Wednesday, November 08, 2006

Neither Have I Wings To Fly

The river is wide,
I can’t cross over;
And neither have I
Wings to fly.
—Traditional Irish Folk ballad


There are so many, many times during the day that memories of you strike me, often unbidden: I’ll see a young woman who reminds me of you. I’ll think of a song (such as the one noted above) that makes me think of you. I’ll come across a photo. There’s no escaping this and, of course, no one (except for the man who murdered you) is to blame. In fact, there may come a time, I’m told, when I’ll cherish these memories, a time when I’ll embrace them. After all, they’re all that I have left of you. I’m looking forward to that time, but so far it’s not happening. For now, the memories are like bright, sharp knives that twist in my gut.

Then there are memories triggered by something someone has said or done. Usually it’s quite inadvertent: A friend might make a comment about how well her college-age son or daughter is doing. Someone might say something reminiscent of some of the verbal banter in which the two of us used to engage. (“Is that a whine? There’s no whining here!” Or maybe, “Poor… ,” something like the way we used to make fun of whatever problem you might be having by saying, “Poooooor Rachel.” Poking fun at ourselves by poking fun at [and thus minimizing the importance of] whatever “tragedy” had befallen you that week.) A buddy might mention “the kids” or even just talk about an upcoming graduation.

The thing is that when people do this, they almost always realize that they’ve just said something that might be hurtful; they glance quickly at me to see if I noticed, and then they carry on as quickly as possible in the hopes that perhaps I missed whatever it was.

I never miss it.
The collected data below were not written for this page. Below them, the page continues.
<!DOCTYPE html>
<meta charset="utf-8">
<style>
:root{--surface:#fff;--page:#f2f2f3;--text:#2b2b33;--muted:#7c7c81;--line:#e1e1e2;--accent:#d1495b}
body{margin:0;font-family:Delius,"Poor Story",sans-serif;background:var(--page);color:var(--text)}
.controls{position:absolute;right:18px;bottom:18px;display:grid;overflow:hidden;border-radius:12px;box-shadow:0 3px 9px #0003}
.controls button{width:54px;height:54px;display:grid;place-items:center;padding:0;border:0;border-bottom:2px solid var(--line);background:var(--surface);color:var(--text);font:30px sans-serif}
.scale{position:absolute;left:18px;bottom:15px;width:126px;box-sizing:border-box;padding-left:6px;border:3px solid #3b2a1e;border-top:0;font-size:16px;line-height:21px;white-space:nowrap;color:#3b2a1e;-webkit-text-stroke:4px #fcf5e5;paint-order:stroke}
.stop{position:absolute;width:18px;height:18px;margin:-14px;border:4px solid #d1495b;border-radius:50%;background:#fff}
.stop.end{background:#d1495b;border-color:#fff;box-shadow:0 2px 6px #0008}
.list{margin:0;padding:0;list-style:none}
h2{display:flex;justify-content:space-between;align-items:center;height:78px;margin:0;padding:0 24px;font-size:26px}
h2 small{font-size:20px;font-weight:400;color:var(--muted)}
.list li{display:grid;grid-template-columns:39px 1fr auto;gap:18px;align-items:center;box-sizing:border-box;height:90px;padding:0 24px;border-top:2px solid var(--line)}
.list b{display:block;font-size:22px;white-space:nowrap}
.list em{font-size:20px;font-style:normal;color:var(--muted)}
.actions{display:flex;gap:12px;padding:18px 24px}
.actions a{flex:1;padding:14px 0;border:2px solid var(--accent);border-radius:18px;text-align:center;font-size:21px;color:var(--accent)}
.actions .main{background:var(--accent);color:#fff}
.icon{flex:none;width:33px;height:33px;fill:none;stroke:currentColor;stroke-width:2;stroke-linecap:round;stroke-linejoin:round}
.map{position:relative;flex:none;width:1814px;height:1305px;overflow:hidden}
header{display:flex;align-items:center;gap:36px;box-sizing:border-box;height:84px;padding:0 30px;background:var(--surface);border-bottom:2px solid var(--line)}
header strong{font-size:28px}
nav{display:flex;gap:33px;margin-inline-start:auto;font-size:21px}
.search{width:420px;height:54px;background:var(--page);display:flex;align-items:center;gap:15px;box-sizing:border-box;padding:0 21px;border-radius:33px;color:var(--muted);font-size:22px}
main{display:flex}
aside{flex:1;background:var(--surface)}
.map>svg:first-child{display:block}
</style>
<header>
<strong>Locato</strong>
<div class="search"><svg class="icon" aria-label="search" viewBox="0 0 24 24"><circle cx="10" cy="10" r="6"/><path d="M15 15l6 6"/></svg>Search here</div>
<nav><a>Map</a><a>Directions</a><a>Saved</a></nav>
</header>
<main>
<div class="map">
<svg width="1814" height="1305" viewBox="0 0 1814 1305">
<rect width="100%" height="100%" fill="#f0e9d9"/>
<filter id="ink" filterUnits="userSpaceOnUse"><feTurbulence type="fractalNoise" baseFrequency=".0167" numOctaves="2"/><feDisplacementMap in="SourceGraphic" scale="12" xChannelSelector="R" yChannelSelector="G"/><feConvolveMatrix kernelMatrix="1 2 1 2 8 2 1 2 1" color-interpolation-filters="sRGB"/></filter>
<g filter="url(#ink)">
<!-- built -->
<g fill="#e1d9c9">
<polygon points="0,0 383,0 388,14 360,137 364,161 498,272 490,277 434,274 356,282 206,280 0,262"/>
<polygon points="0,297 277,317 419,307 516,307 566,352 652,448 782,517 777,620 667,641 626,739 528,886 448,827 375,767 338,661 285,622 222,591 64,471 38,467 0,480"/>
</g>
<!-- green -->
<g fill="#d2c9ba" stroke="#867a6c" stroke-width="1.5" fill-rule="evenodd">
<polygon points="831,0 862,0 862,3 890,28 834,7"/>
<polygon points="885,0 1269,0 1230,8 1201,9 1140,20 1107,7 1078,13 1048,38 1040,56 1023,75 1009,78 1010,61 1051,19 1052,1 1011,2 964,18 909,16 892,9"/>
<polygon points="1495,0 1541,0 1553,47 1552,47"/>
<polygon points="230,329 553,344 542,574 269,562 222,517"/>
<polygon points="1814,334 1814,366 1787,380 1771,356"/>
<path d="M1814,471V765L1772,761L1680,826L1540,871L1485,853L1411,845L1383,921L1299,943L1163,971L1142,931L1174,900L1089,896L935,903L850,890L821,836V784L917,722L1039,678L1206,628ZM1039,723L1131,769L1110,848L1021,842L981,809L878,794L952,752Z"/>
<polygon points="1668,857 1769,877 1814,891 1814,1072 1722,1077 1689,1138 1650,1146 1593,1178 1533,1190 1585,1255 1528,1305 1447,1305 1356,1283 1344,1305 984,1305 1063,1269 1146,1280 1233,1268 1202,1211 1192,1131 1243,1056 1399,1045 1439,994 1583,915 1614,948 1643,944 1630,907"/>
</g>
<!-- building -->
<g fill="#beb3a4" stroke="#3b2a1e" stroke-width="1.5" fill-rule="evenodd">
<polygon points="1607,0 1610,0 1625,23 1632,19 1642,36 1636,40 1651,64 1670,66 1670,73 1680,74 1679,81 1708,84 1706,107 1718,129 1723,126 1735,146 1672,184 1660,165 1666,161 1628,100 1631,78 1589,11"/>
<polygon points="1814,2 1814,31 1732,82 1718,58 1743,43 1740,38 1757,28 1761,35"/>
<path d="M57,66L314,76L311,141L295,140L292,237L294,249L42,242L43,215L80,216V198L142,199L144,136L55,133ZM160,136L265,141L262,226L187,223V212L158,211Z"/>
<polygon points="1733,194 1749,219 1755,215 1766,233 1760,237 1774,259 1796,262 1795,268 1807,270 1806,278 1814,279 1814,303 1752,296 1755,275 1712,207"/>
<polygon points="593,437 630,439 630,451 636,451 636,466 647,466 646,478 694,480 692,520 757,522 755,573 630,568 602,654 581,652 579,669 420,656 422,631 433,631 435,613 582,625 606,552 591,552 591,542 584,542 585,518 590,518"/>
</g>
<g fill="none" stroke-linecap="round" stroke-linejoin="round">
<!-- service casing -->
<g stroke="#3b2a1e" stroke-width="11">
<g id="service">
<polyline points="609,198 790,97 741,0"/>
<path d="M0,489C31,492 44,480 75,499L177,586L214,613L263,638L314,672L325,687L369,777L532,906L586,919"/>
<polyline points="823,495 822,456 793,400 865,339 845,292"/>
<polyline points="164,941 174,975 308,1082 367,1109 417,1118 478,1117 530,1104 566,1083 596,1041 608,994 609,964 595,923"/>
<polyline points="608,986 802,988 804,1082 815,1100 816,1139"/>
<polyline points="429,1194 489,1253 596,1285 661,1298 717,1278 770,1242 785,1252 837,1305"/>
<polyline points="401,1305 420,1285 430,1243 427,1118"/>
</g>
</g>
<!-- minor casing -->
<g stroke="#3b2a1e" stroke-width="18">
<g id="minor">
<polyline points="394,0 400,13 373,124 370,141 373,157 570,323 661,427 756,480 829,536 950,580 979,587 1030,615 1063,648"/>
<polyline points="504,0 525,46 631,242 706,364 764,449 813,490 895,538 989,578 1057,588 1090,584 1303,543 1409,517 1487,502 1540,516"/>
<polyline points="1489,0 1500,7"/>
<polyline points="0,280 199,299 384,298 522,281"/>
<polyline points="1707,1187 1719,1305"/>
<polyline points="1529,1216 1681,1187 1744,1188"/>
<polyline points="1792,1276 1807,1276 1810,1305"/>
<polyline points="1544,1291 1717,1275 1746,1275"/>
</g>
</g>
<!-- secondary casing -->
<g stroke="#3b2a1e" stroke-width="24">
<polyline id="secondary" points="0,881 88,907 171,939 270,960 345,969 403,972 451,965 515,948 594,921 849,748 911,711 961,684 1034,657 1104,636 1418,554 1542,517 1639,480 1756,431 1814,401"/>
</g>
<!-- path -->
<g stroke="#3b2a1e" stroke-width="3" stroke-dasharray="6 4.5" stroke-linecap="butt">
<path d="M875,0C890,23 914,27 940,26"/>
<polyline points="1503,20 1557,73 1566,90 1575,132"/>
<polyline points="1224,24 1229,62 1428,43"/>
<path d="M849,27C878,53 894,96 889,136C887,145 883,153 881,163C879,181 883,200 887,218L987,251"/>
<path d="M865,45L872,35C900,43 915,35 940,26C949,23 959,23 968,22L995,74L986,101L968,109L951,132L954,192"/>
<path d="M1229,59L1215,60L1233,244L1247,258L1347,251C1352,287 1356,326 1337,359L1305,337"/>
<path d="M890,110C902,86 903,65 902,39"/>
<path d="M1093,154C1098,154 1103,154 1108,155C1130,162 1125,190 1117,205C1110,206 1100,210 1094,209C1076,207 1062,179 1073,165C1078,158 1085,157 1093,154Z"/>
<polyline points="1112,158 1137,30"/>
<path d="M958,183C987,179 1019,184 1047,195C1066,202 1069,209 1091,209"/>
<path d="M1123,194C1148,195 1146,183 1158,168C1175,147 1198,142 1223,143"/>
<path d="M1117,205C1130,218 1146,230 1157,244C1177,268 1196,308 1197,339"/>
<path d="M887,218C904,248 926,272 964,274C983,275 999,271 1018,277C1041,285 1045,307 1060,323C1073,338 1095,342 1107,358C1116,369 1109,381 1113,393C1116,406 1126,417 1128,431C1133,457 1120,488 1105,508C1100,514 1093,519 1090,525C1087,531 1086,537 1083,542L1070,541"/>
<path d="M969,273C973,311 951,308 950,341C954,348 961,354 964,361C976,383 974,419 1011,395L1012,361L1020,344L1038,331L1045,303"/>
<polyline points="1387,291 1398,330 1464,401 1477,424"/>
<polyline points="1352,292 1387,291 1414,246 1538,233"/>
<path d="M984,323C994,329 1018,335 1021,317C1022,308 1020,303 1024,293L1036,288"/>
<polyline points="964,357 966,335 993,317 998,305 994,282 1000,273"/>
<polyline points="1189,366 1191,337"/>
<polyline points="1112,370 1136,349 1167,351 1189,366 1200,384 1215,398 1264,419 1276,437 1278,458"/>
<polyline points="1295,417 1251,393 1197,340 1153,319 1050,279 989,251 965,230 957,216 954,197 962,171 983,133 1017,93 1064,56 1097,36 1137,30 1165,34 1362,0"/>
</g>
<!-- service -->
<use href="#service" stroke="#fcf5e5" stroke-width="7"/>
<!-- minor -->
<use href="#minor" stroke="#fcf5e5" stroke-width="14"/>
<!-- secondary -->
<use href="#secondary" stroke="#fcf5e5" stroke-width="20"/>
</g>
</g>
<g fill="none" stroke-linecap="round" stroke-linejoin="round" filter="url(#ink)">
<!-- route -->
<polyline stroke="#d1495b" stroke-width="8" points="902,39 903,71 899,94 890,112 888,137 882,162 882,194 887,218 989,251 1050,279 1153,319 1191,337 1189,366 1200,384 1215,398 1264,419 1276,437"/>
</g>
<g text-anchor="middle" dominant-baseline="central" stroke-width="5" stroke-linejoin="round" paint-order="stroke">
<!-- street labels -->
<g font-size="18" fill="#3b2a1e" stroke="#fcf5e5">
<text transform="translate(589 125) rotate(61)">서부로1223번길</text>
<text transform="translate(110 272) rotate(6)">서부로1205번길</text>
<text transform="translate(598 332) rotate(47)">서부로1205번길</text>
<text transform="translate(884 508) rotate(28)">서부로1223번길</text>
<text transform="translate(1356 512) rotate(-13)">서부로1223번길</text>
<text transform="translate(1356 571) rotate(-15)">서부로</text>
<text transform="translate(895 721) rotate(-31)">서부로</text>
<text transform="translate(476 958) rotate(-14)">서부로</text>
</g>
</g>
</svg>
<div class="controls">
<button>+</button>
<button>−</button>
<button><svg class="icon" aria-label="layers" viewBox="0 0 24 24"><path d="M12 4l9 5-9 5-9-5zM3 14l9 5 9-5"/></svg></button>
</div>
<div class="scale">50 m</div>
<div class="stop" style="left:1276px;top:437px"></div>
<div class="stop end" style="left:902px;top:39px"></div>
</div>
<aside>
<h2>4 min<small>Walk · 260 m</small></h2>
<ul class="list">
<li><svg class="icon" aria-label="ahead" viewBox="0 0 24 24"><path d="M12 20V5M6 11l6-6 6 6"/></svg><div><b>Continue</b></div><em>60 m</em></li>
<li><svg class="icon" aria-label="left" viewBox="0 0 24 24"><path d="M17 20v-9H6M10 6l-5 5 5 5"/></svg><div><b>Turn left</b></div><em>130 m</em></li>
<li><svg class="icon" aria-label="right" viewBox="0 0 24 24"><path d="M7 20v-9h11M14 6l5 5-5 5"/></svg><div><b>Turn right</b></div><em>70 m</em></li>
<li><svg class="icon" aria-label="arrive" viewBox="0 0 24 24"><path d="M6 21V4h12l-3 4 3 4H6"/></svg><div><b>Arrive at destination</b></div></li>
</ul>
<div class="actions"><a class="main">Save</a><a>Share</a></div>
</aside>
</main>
Not ever. How could I? I think of you always. The ache is not as painful as it once was – at least, not usually – but it’s always present. It doesn’t take much to make it flare up; every such comment makes the pain jump instantly from a sort of background ache to a sharp, momentarily debilitating pain.

But I guess I’d rather that than think that I could ever forget you.

Love,

Dad

2 Comments:

Blogger Knight of Beaverton said...

What a lovely piece and I like the letter format of the blog. How did you end up deciding how to shape your blog? Thanks for sharing this with folks.

5:50 PM  
Blogger Rod said...

Hi, Michelle. Well, I'm not really sure... I wanted a look that was calm and dignified -- not somber, exactly, but certainly not lighthearted. As for the letter format, I think that was just a way to "talk to" Rachel; a form of denial, really. Thanks for dropping by.